Link Service Level Agreement (SLA) to Cloud Computing Energy Efficiency
The cloud computing paradigm enables multiple tenants to share a set of physical resources. It is of a cloud infrastructure provider’s interest to make efficient use of these physical resources in terms of cutting off its energy bill. The tenants, on the other hand, are interested in the quality of service they receive, which means that a tenant expects a resource is available when needed. The efficiency requirement from the provider often conflicts with the resource availability requirements from the tenants. The confliction can be reconciled through reaching a Service Level Agreement (SLA). However, there is a gap between SLA metrics and the underlying mechanisms for achieving efficiency. The project will examine common SLA metrics and investigate how to link SLA metrics to efficient resource allocation schemes. The outcome of the project will be a realistic model evaluated in a cloud computing platform and/or a few SLA-aware resource allocation algorithms based on the model.
The student is expected to have an understanding of operating systems as well as have basic performance modelling knowledge.

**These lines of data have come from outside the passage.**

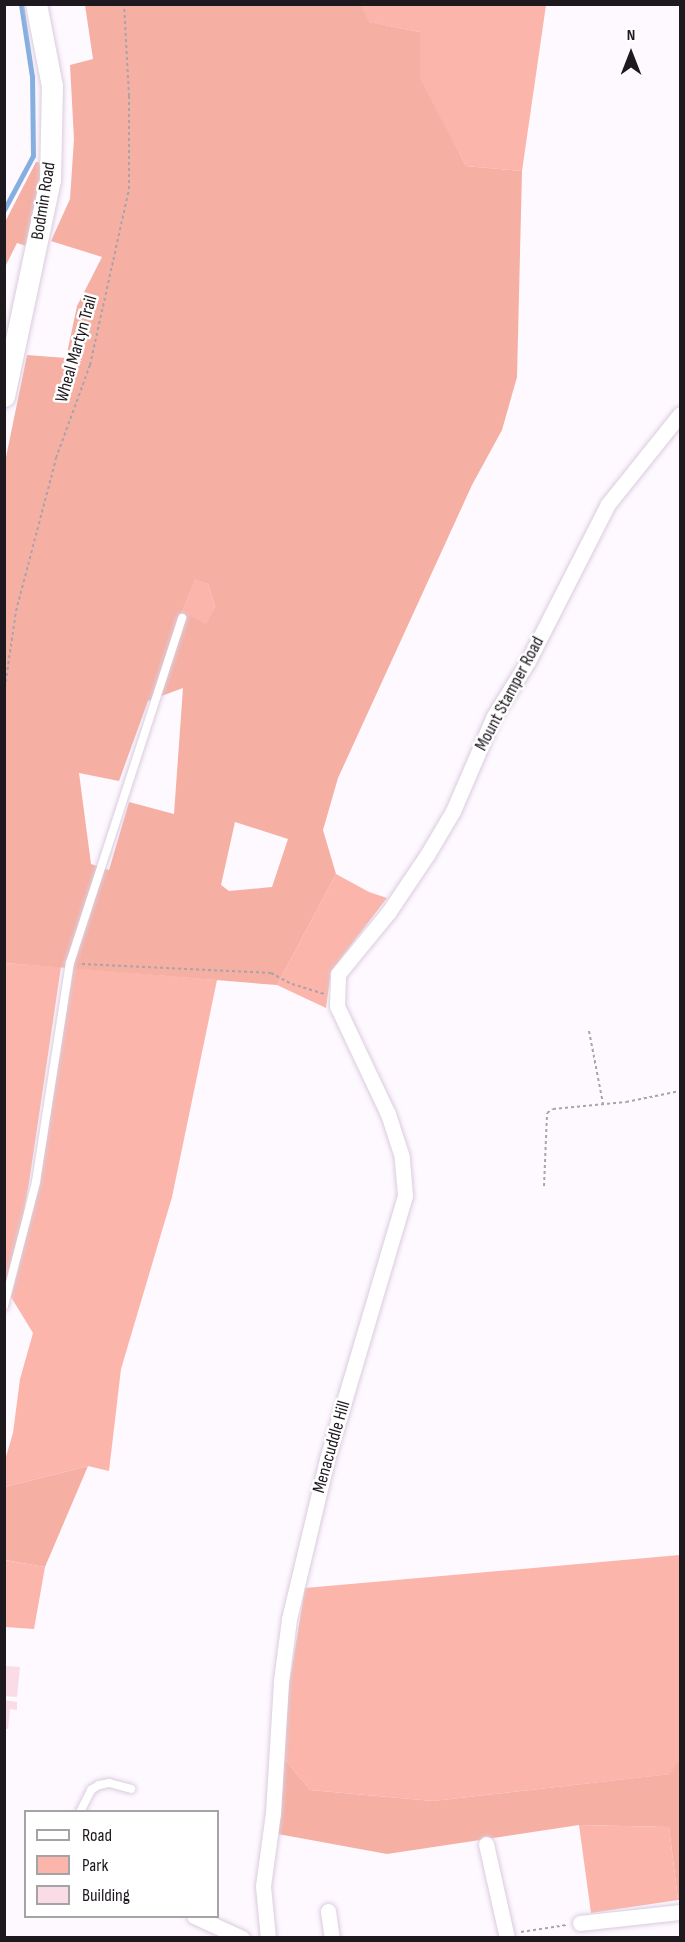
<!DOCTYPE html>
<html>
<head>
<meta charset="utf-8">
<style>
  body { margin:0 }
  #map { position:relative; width:685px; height:1942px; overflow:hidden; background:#fef8ff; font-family:"Sofia Sans Condensed",sans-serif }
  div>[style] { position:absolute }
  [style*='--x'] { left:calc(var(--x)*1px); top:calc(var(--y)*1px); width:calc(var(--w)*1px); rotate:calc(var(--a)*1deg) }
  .green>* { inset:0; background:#fbb5aa }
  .forest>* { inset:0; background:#f5afa3 }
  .stream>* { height:4.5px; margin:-2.25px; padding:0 2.25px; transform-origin:2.25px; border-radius:2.25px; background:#85afe0 }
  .building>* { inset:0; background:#f9dce6 }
  .path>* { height:2px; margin-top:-1px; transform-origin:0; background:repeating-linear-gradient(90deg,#a9a3aa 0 3px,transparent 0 6px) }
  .roads { filter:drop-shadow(0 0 2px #daccdd) drop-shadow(0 0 2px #daccdd) }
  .lane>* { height:8px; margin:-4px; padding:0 4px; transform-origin:4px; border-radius:4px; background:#fff }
  .street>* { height:15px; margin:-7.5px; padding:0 7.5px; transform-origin:7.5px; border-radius:7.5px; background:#fff }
  .secondary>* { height:21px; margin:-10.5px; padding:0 10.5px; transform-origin:10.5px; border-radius:10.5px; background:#fff }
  span { translate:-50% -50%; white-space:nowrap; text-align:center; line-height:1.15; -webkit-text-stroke:5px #fff; paint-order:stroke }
  .street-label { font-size:18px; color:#1e191f }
  .frame { position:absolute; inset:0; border:6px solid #1e191f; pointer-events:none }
  .legend { position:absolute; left:24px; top:1810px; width:195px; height:108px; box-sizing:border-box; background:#fff; border:2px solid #a5a3a5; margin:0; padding:8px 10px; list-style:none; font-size:18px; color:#1e191f }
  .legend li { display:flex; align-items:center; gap:12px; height:30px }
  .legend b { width:30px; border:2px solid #a5a3a5 }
  .north { position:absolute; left:601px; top:24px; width:60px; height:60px; -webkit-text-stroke:4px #fff; paint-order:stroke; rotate:0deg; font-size:16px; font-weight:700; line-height:24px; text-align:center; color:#1e191f }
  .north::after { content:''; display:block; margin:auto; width:21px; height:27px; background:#1e191f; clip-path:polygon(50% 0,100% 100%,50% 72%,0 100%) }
</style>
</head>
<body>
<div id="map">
  <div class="green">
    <div style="clip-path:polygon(361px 5px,546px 5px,522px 171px,466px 166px,419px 79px,420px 32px,368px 22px)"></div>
    <div style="clip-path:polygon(195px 578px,208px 584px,215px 606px,206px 625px,182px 612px)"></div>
    <div style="clip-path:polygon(336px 874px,369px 892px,387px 898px,331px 971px,326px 1008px,277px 985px)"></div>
    <div style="clip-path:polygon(4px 963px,61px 967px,29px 1183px,8px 1299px,4px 1297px)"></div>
    <div style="clip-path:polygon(73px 968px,217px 980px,172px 1197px,121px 1369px,109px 1471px,88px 1466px,5px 1487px,5px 1460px,13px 1433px,20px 1379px,33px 1333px,11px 1297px,39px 1186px)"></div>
    <div style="clip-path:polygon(680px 1555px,680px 1758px,671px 1774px,433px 1801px,310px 1790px,282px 1756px,285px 1710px,305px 1588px)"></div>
    <div style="clip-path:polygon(4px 1560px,45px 1567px,34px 1629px,5px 1627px)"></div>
    <div style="clip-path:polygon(579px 1825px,669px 1827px,678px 1900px,591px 1913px)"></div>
  </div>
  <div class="forest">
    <div style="clip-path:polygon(evenodd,85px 5px,361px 5px,369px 22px,420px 32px,420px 79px,466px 166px,522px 171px,517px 377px,502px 430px,472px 485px,338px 778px,323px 830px,336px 874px,277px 985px,5px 963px,5px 462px,27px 355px,66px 358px,77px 306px,102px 257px,51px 241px,70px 199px,74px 139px,70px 65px,93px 59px,85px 5px,195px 579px,208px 584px,215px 606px,206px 624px,182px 612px,195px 579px,85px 5px,183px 688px,174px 814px,129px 802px,109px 870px,91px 864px,79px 773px,119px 781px,148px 701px,183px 688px,85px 5px,235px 822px,288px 839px,272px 887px,229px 891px,221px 885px,235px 822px)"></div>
    <div style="clip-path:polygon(36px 162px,51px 163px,36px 249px,17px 243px,5px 267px,4px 224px)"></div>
    <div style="clip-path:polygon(88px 1466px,45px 1567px,5px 1560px,5px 1487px)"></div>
    <div style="clip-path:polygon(282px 1756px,310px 1790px,433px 1801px,670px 1774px,680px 1758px,680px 1900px,678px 1900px,669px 1827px,579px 1825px,387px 1854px,278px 1834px)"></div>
  </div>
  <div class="stream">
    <div style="--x:4;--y:210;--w:61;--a:-61.8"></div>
    <div style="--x:33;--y:156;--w:79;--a:-90.7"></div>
    <div style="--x:32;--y:77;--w:74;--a:-98.6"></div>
  </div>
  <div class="building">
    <div style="clip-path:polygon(4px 1666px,20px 1667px,17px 1697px,4px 1696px)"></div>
    <div style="clip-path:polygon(4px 1700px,17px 1702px,17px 1710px,10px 1709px,8px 1729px,4px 1728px)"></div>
  </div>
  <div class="path">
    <div style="--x:4;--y:694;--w:84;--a:-81.8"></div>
    <div style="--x:16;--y:611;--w:158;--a:-75.3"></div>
    <div style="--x:56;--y:458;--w:99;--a:-69.9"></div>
    <div style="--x:90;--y:365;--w:180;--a:-77.5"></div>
    <div style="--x:129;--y:189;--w:93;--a:-90"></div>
    <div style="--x:129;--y:96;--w:92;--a:-93.1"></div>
    <div style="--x:82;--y:964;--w:189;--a:2.7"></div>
    <div style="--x:271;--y:973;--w:24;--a:28"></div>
    <div style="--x:292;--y:984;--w:34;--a:17"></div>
    <div style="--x:589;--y:1031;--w:74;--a:79.1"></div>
    <div style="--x:544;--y:1186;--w:73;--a:-87.6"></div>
    <div style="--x:547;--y:1113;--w:7;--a:-34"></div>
    <div style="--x:553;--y:1109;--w:73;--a:-5.5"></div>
    <div style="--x:626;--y:1102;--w:55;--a:-11.5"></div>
    <div style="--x:521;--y:1932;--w:46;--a:-8.8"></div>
  </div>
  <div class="roads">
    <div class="lane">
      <div style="--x:4;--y:1306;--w:128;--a:-75.5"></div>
      <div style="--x:36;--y:1182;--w:222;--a:-81.2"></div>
      <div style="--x:70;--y:963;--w:363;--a:-72"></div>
      <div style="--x:80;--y:1812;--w:25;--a:-63"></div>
      <div style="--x:91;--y:1790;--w:9;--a:-32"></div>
      <div style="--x:99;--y:1785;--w:10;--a:-11"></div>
      <div style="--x:109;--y:1783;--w:23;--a:15"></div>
    </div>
    <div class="street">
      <div style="--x:486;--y:1844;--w:96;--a:77.4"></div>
      <div style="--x:328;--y:1911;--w:27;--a:82"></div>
      <div style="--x:194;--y:1916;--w:53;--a:24.6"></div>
      <div style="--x:580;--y:1923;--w:101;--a:-6.3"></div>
      <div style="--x:268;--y:1938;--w:52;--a:-95.5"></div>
      <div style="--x:263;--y:1886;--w:74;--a:-82.2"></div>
      <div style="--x:273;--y:1813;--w:132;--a:-86.5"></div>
      <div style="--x:281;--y:1681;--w:63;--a:-82.6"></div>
      <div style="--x:289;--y:1619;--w:164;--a:-76.6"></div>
      <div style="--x:327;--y:1459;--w:275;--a:-73.5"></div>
      <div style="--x:405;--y:1195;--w:38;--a:-95"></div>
      <div style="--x:402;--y:1157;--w:45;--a:-108"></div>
      <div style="--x:388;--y:1114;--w:119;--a:-115.3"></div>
      <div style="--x:337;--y:1006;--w:32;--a:-88"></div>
      <div style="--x:338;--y:974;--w:79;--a:-50.7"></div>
      <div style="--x:388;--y:913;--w:70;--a:-56.1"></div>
      <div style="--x:427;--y:855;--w:51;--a:-59.4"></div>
      <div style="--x:453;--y:811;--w:103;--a:-66.7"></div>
      <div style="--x:494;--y:716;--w:65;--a:-58.3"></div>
      <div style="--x:528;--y:661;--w:176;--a:-63"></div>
      <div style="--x:608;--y:504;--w:115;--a:-51.3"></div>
    </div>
    <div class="secondary">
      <div style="--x:4;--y:396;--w:221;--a:-78"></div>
      <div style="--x:50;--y:180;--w:94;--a:-88.8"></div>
      <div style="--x:52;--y:86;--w:84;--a:-101"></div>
    </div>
  </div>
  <div class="street-label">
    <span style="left:44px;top:201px;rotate:-81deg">Bodmin Road</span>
    <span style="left:77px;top:349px;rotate:-74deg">Wheal Martyn Trail</span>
    <span style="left:510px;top:694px;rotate:-62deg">Mount Stamper Road</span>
    <span style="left:332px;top:1447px;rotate:-74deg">Menacuddle Hill</span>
  </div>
  <div class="frame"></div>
  <ul class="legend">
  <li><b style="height:8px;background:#fff"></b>Road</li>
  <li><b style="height:16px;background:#fbb5aa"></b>Park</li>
  <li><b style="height:16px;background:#f9dce6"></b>Building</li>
  </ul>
  <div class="north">N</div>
</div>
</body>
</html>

An Efficient Scheduling Scheme for Vehicular Ad hoc Networks
The purpose of Intelligent Transport System (ITS) is to provide efficient network services to vehicle drivers. These services can be entertainment (video and voice) information, map based guidance, emergency information etc. Vehicular Ad hoc Networks (VANETS) provide networking environment for ITS. VANETs are special type of mobile ad hoc wireless networks where vehicles act as nodes. As VANETs are becoming popular more and more people want to access and share data from their vehicles. There are two modes for accessing data, one is through vehicle to vehicle and the other is through roadside units (RSUs). This project investigates later one. When there are many vehicles in the system, and they want to access data through a RSU, scheduling of data/services becomes an important issue. The purpose of this project is to present an efficient scheduling scheme for road side units (RSUs) in VANETs. The algorithm will assign weights to requests based on the speed and distance of the vehicle from the RSU. A time stamp called earliest deadline first (EDF) is calculated for each request. It will depend on the speed and distance of the vehicles in a certain area around RSU called zone. The vehicles will be served in the form of groups or classes in these zones. Vehicles requiring same type of service can be served with the same weight. High speed and short distance from the RSU is assigned more weight and vice versa. This weight will change dynamically depending on the situation at a particular moment. In normal conditions services are treated equally, but as soon as an emergency situation arises more weight is assigned to that service, other services will be treated as best effort.
The student is expected to have good programming skills and networks knowledge.